İmam - Din Görevlisi

Son güncelleme: 18.09.2008 02:27
  • İmam kelimesi önder, lider, rehber gibi anlamlara gelmektedir. Ayrıca, görüş ve fikirleriyle öncülük etmiş olan kişiye de denir. Siyasi anlamda da devlet yöneticisine bu isim verilmiştir. Bu yazımız imam kelimesinin anlamları değil, imam ve tabisi olan cemaat arasındaki mesafeye dairdir. Fıkha göre namazda, imam ile cemaat arasındaki fark bir topuk hizasından az olmamalıdır. Bugünkü camilerimizde bir seccade boyu imamlar cemaatin önünde namazı eda etmektedir.
    İmam ve cemaat ilişkisinin belli kuralları vardır. İmamın her hatasında imama tabi olunmaz. Kiminde uyulur, kiminde imam uyarılır, kiminde ise imamdan ayrılınır.
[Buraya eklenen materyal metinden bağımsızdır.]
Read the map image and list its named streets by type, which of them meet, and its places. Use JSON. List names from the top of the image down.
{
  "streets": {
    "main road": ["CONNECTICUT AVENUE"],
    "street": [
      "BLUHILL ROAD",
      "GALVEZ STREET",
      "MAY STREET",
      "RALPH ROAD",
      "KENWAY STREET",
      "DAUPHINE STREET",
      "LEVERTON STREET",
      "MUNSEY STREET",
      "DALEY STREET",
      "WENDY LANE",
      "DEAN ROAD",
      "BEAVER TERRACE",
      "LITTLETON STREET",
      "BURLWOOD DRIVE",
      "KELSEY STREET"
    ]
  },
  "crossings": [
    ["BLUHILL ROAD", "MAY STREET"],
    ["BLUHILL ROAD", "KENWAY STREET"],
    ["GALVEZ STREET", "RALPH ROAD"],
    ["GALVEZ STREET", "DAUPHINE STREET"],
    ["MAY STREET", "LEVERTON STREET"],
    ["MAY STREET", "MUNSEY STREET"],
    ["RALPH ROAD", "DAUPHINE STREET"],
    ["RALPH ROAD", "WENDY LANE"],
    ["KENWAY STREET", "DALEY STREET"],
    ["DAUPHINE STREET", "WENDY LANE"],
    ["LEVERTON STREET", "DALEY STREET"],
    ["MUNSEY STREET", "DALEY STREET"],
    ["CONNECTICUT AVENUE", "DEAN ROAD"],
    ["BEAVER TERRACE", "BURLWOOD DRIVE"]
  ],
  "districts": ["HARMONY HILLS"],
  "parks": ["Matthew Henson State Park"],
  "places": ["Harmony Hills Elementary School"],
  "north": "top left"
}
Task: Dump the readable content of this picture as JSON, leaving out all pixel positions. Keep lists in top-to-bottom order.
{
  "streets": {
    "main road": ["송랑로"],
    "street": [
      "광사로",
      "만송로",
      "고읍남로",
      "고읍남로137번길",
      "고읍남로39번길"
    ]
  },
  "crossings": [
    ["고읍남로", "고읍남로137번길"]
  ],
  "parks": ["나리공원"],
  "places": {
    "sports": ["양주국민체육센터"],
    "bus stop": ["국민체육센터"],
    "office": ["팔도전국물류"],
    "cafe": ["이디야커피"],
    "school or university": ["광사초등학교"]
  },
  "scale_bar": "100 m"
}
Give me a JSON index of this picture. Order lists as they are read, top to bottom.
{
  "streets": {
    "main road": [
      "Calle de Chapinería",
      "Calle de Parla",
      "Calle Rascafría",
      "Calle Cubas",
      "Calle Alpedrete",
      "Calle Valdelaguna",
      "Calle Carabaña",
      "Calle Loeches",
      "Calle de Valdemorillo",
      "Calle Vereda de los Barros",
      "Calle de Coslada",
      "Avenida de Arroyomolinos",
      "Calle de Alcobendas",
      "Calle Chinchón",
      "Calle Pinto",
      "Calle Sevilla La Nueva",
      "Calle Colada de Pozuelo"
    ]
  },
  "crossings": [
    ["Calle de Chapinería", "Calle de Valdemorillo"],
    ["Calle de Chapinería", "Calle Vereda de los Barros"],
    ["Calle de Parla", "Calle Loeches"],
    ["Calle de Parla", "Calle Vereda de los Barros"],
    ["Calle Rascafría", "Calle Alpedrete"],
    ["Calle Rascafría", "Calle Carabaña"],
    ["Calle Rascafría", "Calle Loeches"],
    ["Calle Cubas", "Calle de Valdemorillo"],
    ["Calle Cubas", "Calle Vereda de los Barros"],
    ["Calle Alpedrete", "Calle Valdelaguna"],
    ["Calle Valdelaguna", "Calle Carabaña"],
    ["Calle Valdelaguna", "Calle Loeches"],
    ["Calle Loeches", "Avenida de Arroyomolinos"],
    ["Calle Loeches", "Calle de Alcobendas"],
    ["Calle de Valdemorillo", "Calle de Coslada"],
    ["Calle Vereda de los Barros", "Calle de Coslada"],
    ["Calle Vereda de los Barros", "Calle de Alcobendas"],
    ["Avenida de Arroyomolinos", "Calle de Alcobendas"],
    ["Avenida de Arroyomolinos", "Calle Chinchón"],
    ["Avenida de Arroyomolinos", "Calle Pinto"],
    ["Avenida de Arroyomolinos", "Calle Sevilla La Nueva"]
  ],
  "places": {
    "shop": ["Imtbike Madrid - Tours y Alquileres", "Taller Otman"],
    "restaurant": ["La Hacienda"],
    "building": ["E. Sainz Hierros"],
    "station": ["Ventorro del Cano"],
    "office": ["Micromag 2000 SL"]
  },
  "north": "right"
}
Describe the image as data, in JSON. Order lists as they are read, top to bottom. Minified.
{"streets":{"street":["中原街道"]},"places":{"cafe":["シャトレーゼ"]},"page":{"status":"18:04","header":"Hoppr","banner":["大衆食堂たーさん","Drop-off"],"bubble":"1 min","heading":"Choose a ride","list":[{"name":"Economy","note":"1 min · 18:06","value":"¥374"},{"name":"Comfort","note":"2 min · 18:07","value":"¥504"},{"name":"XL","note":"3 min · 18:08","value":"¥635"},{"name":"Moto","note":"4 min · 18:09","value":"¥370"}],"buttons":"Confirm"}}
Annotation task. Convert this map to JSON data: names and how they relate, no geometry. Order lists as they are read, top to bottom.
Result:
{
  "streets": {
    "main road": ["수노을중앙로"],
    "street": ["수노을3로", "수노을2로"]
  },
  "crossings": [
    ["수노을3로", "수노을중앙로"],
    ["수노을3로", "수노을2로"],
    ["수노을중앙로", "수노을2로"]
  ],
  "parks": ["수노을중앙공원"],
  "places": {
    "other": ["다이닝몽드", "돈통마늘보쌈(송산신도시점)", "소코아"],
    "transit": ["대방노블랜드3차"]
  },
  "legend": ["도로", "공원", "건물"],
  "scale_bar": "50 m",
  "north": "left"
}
Gözü ve gönlü kapalı olarak imama tabi olunmaz.
    İmam sadece namazda önder değildir ve olmamalıdır. Zaten imam olmanın şartlarının ilki Kur'an'ı anlamak ve bilmektir. Okumak yetmez mi derseniz, okumak anlamak ve tefekkür için değil midir?
    Dinin en temel ibadeti, tevhid ve namaz ile zekattır. Namaz dinin olmazsa olmaz şartlarındandır. Namaz tüm iyilikleri içinde barındırır. İbadetlerin tohumu, çekirdeği veya fidanıdır. Aslına bakarsak hayatında Kur'an bulunanların hakkıdır imamlık. Cemaatin önüne geçmekteki iktisabı daha çok ilim ve amel sebebiyle olmalıdır. Sadece namaza dair bir okuyuş ve ihtisas değil aynı zamanda hayata dair duruşu da imamlık için gereken şart olmalıdır.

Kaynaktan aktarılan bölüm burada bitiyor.